BEGIN
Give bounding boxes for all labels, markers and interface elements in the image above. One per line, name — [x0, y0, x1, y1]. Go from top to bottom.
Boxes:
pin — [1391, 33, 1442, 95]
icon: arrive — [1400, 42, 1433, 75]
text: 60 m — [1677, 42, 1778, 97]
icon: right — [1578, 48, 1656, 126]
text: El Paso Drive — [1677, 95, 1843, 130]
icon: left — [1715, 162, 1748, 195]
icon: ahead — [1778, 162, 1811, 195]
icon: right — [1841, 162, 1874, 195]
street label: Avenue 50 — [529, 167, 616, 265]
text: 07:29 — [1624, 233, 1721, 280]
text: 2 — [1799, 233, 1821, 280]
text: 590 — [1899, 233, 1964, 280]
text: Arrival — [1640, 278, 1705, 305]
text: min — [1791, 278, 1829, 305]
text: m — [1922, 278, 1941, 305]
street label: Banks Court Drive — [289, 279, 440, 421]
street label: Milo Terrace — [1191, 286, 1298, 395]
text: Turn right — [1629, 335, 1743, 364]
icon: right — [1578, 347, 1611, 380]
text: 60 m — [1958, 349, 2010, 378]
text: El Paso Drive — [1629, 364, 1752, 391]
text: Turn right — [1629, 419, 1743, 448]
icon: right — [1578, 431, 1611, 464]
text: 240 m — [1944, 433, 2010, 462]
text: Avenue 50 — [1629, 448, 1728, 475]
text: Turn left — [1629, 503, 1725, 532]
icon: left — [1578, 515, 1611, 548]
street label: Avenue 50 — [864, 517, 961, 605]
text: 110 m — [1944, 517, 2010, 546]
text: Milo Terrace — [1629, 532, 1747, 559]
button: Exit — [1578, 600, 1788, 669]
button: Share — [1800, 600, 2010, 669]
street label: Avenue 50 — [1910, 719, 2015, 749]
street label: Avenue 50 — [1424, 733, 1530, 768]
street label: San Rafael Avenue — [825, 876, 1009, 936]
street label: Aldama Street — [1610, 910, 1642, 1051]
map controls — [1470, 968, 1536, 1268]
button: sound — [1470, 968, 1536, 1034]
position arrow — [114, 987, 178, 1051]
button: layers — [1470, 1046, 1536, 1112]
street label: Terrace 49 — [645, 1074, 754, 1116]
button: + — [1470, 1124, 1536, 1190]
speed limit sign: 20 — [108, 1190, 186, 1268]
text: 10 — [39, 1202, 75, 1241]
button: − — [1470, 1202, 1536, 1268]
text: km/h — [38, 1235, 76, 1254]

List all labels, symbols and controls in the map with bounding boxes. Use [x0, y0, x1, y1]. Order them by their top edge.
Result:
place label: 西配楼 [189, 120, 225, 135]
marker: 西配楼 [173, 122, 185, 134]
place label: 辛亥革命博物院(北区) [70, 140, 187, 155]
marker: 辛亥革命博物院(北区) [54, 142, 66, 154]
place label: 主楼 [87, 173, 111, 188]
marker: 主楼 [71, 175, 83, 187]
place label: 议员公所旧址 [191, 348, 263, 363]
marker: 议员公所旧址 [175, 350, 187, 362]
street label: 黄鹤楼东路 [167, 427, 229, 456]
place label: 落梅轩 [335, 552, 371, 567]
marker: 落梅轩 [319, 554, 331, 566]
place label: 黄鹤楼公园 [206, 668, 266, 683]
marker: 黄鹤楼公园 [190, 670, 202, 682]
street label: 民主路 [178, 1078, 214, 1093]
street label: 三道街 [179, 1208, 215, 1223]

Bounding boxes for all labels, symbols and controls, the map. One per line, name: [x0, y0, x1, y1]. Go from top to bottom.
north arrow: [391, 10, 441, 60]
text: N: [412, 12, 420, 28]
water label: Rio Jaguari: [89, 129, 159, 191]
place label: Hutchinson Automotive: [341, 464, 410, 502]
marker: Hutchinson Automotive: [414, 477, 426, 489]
END
§ **EXERCISE DIRECTIONS**:
Say only the number of lines above holding "place".

§ **TASK SOLUTION**:
7